Last year, 26-year-old schoolteacher Lydia Cuomo was raped at gunpoint by drunken off-duty cop Michael Pena on what was supposed to be her first day teaching second-graders at a Bronx school.
Now Cuomo is helping spearhead a legislative effort to change state law so rapists that prefer less traditional methods don’t get off easy.
“I feel like essentially I had a silver platter of a rape case,” she told the New York Daily News. “I had witnesses, I had DNA, I had my own testimony, I had two cops.

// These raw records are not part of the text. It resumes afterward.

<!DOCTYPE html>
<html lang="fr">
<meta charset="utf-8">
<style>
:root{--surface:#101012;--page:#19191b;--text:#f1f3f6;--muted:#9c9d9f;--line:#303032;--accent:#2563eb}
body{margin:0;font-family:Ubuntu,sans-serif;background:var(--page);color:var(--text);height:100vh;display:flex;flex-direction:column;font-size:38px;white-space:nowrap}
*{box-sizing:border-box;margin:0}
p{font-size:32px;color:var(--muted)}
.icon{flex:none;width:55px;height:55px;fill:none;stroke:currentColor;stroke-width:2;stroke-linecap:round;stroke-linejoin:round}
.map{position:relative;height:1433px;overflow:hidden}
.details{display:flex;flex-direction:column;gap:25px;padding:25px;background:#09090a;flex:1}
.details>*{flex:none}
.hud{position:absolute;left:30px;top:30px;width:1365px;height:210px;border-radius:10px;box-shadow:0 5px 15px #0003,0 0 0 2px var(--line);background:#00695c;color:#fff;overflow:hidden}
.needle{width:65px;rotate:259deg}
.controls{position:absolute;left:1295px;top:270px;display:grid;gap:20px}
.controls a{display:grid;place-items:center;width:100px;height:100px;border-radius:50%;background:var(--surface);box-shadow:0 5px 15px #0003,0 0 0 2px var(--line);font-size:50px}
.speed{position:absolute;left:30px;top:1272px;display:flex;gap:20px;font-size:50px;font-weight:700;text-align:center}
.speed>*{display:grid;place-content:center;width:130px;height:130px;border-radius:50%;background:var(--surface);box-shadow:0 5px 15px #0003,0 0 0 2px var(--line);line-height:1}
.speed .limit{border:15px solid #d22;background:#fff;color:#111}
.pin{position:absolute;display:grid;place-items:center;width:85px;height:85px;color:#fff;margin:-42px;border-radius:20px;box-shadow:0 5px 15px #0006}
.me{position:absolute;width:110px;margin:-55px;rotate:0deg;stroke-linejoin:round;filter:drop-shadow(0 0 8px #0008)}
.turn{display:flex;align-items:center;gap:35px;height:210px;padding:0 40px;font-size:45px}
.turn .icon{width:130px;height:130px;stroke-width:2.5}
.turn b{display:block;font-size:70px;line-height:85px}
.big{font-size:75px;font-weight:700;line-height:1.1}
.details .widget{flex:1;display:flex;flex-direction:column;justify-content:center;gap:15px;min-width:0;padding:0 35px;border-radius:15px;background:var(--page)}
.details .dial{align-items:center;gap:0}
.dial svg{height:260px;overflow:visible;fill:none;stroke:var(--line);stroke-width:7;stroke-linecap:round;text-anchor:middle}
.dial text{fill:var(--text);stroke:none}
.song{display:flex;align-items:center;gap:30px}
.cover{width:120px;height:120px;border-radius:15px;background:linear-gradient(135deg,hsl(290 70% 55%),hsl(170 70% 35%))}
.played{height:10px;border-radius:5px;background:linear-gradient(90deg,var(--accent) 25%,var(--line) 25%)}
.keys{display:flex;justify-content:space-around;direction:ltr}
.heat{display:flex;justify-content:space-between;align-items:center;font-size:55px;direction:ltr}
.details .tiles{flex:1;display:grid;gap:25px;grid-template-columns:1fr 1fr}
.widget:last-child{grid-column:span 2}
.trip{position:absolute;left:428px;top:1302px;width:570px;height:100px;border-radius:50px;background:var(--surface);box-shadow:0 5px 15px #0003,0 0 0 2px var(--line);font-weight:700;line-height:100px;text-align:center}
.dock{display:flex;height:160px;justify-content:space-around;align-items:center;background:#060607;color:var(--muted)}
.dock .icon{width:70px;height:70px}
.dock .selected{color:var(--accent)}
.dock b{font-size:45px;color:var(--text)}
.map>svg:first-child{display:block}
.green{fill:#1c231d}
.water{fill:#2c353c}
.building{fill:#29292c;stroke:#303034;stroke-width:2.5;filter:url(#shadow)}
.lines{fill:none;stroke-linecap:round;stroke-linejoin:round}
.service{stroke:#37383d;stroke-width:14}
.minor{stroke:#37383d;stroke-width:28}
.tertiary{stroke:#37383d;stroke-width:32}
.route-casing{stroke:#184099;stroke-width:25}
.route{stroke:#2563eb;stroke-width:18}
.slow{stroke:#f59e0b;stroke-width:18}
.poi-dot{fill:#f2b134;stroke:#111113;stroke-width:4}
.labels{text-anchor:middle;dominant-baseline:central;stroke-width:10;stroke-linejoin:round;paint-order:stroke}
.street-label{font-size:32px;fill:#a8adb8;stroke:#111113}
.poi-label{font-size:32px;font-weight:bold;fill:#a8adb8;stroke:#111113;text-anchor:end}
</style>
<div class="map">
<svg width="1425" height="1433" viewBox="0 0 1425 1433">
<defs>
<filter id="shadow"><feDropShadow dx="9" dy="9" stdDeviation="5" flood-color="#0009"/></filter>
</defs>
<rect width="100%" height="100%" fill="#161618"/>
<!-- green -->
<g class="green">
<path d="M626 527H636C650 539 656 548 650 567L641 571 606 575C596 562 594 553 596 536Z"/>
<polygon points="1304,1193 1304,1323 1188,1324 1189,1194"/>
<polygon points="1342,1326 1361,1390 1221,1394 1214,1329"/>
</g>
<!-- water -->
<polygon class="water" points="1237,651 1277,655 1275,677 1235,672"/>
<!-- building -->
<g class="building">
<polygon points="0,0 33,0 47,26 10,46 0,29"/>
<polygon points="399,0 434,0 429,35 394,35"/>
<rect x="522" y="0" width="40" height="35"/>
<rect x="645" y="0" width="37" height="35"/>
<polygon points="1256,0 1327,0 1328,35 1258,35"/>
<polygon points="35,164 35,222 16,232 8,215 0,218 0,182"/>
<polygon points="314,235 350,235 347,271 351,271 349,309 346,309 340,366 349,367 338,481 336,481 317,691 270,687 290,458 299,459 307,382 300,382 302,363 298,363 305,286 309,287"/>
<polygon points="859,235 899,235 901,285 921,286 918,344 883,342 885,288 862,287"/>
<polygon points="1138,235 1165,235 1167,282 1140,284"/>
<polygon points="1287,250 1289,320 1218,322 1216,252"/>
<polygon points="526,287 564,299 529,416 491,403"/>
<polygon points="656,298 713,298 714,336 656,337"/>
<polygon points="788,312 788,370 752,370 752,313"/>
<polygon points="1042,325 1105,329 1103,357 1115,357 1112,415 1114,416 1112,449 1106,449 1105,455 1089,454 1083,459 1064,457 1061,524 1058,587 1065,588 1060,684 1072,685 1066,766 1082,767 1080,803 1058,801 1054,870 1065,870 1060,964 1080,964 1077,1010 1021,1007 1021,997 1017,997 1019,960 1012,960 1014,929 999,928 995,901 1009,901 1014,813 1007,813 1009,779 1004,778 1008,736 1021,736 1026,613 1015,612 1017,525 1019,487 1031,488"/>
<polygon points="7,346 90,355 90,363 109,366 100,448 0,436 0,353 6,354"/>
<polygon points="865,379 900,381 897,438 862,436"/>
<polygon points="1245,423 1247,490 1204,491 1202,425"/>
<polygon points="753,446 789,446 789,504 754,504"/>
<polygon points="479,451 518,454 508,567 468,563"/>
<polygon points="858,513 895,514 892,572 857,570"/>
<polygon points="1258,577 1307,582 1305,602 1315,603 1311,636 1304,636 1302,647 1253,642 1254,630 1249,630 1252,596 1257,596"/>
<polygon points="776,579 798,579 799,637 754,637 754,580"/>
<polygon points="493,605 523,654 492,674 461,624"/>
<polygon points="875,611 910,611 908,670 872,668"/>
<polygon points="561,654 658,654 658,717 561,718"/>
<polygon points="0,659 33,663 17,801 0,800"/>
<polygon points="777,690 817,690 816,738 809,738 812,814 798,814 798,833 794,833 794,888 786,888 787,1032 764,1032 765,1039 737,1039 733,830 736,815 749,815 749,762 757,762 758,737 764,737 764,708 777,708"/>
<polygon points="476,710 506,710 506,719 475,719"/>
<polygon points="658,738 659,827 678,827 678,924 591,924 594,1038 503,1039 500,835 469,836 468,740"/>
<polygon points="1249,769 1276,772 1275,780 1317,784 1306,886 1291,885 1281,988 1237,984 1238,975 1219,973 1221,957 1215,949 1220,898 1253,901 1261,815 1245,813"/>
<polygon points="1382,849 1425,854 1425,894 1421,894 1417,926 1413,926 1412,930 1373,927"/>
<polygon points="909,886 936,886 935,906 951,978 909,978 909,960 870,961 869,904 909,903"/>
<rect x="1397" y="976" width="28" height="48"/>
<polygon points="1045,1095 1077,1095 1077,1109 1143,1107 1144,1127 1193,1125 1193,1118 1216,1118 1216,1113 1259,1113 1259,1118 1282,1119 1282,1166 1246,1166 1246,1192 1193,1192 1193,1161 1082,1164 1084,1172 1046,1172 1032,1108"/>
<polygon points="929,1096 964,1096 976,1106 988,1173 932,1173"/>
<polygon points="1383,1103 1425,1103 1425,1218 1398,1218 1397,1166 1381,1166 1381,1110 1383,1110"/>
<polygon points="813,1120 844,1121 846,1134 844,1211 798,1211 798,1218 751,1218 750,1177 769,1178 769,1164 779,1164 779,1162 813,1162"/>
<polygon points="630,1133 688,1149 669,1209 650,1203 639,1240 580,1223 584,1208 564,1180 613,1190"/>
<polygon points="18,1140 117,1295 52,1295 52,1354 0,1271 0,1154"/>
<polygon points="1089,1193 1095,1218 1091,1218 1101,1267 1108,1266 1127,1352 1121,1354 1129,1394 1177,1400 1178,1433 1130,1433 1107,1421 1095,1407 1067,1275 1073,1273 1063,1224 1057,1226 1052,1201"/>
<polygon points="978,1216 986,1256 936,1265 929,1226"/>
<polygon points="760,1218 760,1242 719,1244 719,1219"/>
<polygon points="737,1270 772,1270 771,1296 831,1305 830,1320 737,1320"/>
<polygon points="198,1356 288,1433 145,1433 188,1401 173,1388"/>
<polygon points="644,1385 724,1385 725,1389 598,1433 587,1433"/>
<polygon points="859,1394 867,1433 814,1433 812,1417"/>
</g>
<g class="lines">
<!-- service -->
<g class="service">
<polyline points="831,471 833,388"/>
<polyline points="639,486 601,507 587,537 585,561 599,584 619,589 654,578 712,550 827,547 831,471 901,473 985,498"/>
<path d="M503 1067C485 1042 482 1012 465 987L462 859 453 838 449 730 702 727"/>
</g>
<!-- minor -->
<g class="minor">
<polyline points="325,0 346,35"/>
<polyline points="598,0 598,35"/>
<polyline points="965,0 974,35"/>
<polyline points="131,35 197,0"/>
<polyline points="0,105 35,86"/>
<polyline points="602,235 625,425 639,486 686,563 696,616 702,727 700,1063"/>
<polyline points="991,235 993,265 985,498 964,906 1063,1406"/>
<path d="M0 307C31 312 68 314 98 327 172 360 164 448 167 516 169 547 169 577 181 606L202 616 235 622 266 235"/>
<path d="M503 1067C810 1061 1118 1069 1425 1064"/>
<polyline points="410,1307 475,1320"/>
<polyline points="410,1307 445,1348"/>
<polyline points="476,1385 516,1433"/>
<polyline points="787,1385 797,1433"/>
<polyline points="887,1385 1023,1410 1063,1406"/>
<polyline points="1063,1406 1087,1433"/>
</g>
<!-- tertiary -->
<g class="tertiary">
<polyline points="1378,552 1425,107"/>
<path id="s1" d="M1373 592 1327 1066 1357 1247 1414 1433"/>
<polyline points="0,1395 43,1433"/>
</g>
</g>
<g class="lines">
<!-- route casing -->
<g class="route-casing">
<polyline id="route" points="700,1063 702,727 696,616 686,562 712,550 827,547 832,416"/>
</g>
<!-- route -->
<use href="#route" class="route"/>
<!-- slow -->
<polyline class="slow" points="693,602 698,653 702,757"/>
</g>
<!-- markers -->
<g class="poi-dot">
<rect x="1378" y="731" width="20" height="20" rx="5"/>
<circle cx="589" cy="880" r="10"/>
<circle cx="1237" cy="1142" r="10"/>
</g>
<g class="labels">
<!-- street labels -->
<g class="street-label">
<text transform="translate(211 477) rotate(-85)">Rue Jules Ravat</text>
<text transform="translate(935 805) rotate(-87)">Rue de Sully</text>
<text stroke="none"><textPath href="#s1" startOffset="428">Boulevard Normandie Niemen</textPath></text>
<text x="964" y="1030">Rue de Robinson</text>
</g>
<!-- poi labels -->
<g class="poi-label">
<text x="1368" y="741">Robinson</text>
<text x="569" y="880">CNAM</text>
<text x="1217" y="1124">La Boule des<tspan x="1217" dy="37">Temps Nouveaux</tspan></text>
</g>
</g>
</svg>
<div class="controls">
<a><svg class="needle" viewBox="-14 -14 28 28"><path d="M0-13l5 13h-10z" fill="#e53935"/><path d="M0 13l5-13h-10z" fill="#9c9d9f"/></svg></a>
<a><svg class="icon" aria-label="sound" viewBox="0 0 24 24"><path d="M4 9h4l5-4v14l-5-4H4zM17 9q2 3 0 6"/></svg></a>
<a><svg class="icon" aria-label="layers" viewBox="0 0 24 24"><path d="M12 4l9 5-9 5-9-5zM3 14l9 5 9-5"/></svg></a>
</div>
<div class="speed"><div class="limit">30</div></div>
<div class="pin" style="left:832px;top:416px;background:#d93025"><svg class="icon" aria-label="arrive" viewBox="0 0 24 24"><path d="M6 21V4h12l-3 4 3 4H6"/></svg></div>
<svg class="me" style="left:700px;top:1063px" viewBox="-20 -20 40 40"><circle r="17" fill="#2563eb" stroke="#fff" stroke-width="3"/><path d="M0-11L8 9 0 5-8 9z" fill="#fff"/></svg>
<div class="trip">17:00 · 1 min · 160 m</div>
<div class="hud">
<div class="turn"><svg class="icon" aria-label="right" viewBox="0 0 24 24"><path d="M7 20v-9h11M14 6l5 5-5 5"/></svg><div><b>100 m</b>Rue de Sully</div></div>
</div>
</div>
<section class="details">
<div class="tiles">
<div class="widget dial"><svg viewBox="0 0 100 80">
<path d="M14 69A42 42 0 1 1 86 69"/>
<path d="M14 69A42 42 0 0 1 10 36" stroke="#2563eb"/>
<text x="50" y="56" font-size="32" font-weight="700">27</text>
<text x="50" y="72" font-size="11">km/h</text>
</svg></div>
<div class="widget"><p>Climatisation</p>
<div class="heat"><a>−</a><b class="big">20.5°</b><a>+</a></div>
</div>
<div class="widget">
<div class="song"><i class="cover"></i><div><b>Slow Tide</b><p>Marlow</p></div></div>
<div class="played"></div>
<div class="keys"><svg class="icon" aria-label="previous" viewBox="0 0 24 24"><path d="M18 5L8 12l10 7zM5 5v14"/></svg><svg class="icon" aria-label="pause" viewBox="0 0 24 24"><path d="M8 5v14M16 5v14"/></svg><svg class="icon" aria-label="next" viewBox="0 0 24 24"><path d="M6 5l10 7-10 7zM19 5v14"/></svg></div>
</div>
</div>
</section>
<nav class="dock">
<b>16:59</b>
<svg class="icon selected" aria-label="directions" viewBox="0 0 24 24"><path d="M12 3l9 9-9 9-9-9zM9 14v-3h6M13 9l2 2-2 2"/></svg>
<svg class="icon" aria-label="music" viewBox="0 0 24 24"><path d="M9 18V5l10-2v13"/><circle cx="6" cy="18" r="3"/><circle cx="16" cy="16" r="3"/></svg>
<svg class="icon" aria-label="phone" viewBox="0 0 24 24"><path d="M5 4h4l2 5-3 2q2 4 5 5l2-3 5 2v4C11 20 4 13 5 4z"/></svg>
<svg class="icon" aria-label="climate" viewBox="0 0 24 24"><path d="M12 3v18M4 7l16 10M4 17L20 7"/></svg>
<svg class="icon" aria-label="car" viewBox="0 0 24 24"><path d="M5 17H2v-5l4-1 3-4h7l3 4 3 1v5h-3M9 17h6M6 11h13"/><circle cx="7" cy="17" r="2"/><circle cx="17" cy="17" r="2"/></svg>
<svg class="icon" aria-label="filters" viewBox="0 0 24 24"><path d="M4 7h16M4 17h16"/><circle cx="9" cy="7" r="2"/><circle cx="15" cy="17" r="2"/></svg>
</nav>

I had them saying, ‘We admit he sexually assaulted you,’ and I didn’t get the verdict I needed the first time, and that just highlights to me the problem in the system.”
Cuomo will go to Albany tomorrow to support a bill by Assemblywoman Aravella Simotas (D-Queens) that would add forced oral and anal sex to the state’s vaginal rape statute. The bill was introduced last year after Cuomo’s case, but went nowhere. “New York lags behind such liberal bastions as South Dakota and Tennessee in how we define rape,” Simotas said. (Sarcastically, obviously.) “New York should be at the forefront to protect crime victims.”
“The more I talk about it, the more power I take over it,” Cuomo said when asked why she’s getting political. “Rape is about power. For me, it was a loss of power. This is my story. The more I speak out about it, the more I own it. It’s mine.”